Some recent studies have found that starting highly active antiretroviral therapy (HAART) earlier is better. Now a new study led by researchers at the University of North Carolina at Chapel Hill finds there may be a limit to how early HAART should begin.
 
Dr. Michele Jonsson-Funk

Dr. Michele Jonsson-Funk

The new results could help determine where the starting line for antiretroviral therapy should be drawn, said Michele Jonsson-Funk, PhD, research assistant professor of epidemiology at UNC Gillings School of Global Public Health and lead author of the study, published Sept. 26 in Archives of Internal Medicine.

 
“The drugs used to treat HIV are expensive, treatment is lifelong and side effects can be serious,” Jonsson-Funk said. “So we really need to know if the patient’s investment will pay off, how large the benefit is likely to be and how long it will take to realize it.”
 
The “bottom line” from these findings, she says, “taken together with other studies published over the last few years, is that initiating therapy when the patient’s CD4 count is between 350 and 500 appears to be beneficial over the long term. For patients with a CD4 count above 500, the jury is still out.”
 
The CD4 count measures how many CD4 cells — a type of white blood cell that fights infection — are in one cubic milliliter of blood. In patients infected with HIV, the virus that causes AIDS, a lower CD4 count usually is associated with more advanced disease, while a higher CD4 count is viewed as a sign of better health.
 
There is wide agreement among researchers and health care providers that HIV patients with CD4 counts below 350 should be on antiretroviral therapy, Jonsson-Funk said. However, there is still uncertainty regarding how much patients benefit, if at all, from starting treatment at higher CD4 counts.
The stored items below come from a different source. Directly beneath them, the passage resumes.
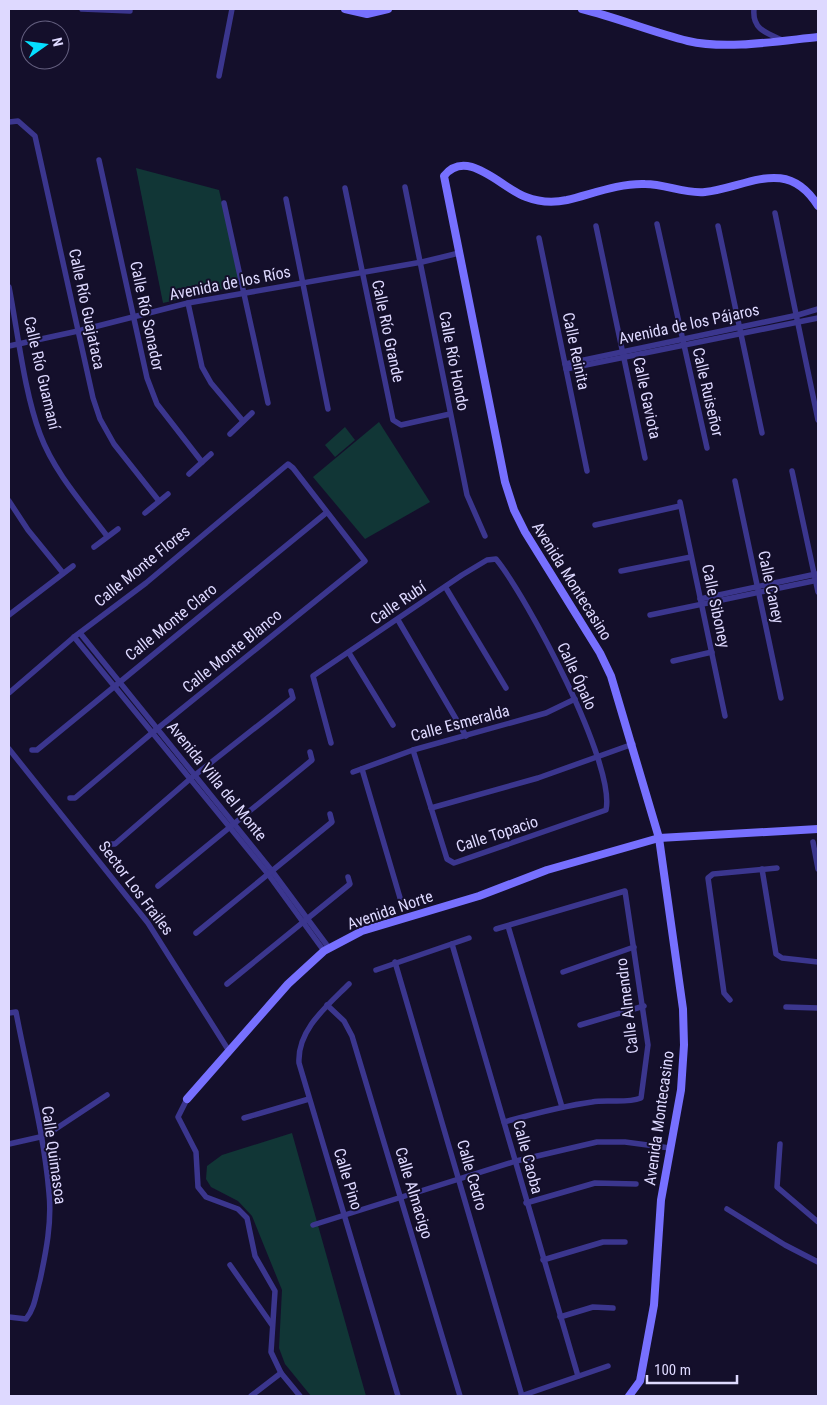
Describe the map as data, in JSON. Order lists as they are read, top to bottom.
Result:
{
  "streets": {
    "street": [
      "Avenida de los Ríos",
      "Calle Río Guajataca",
      "Calle Río Sonador",
      "Avenida de los Pájaros",
      "Calle Río Grande",
      "Calle Reinita",
      "Calle Río Hondo",
      "Calle Río Guamaní",
      "Calle Ruiseñor",
      "Calle Gaviota",
      "Calle Monte Flores",
      "Avenida Montecasino",
      "Calle Caney",
      "Calle Rubí",
      "Calle Siboney",
      "Calle Monte Claro",
      "Calle Monte Blanco",
      "Calle Ópalo",
      "Calle Esmeralda",
      "Avenida Villa del Monte",
      "Calle Topacio",
      "Sector Los Frailes",
      "Avenida Norte",
      "Calle Almendro",
      "Calle Quimasoa",
      "Calle Caoba",
      "Calle Cedro",
      "Calle Pino",
      "Calle Almacigo"
    ]
  },
  "crossings": [
    ["Avenida de los Ríos", "Calle Río Guajataca"],
    ["Avenida de los Ríos", "Calle Río Sonador"],
    ["Avenida de los Ríos", "Calle Río Grande"],
    ["Avenida de los Ríos", "Calle Río Hondo"],
    ["Avenida de los Ríos", "Calle Río Guamaní"],
    ["Avenida de los Ríos", "Avenida Montecasino"],
    ["Avenida de los Pájaros", "Calle Reinita"],
    ["Avenida de los Pájaros", "Calle Ruiseñor"],
    ["Avenida de los Pájaros", "Calle Gaviota"],
    ["Calle Río Grande", "Calle Río Hondo"],
    ["Calle Monte Flores", "Calle Monte Claro"],
    ["Calle Monte Flores", "Calle Monte Blanco"],
    ["Calle Monte Flores", "Avenida Villa del Monte"],
    ["Avenida Montecasino", "Avenida Norte"],
    ["Calle Rubí", "Calle Ópalo"],
    ["Calle Monte Claro", "Calle Monte Blanco"],
    ["Calle Monte Claro", "Avenida Villa del Monte"],
    ["Calle Monte Blanco", "Avenida Villa del Monte"],
    ["Calle Ópalo", "Calle Esmeralda"],
    ["Calle Ópalo", "Calle Topacio"],
    ["Calle Esmeralda", "Calle Topacio"],
    ["Avenida Villa del Monte", "Avenida Norte"],
    ["Sector Los Frailes", "Avenida Norte"],
    ["Calle Almendro", "Calle Caoba"],
    ["Calle Pino", "Calle Almacigo"]
  ],
  "scale_bar": "100 m",
  "north": "right"
}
This study was aimed at answering that question.
 
Study results are based on statistical analyses performed by Jonsson-Funk and study co-authors of data collected from 9,455 HIV patients in Europe, Australia and Canada who were enrolled in the CASCADE (Concerted Action on SeroConversion to AIDS and Death in Europe) Collaboration between 1996 and 2009.
 
In addition to Jonsson-Funk, UNC public health school co-authors of the study are Stephen R. Cole, PhD, professor; James C. Thomas, PhD, associate professor; and Alice D. White, PhD, adjunct faculty member, all in the epidemiology department.
 
Also from UNC is co-author Joseph J. Eron Jr, MD, professor in the School of Medicine’s Division of Infectious Diseases and member of the UNC Center for AIDS Research. Eron also co-authored a landmark, UNC-led HIV prevention study called HPTN052, which found that early treatment of HIV-infected people (when CD4 counts were between 350 and 550) with combination antiretroviral therapy led to a 96 percent reduction in transmission of the virus to their uninfected partners and a 40 percent reduction in their own risk of developing a serious illness. These results consistent with those reported by Jonsson-Funk.
 
Study co-authors from other institutions are Jennifer S. Fusco (GSK), Kholoud Porter, PhD (University College London); Jay S. Kaufman, PhD (McGill University); Marie Davidian, PhD (N.C. State University), and Katherine E. Hartmann, MD, PhD (Vanderbilt University).

 

UNC Gillings School of Global Public Health contact: Ramona DuBose, director of communications, (919) 966-7467 or ramona_dubose@unc.edu.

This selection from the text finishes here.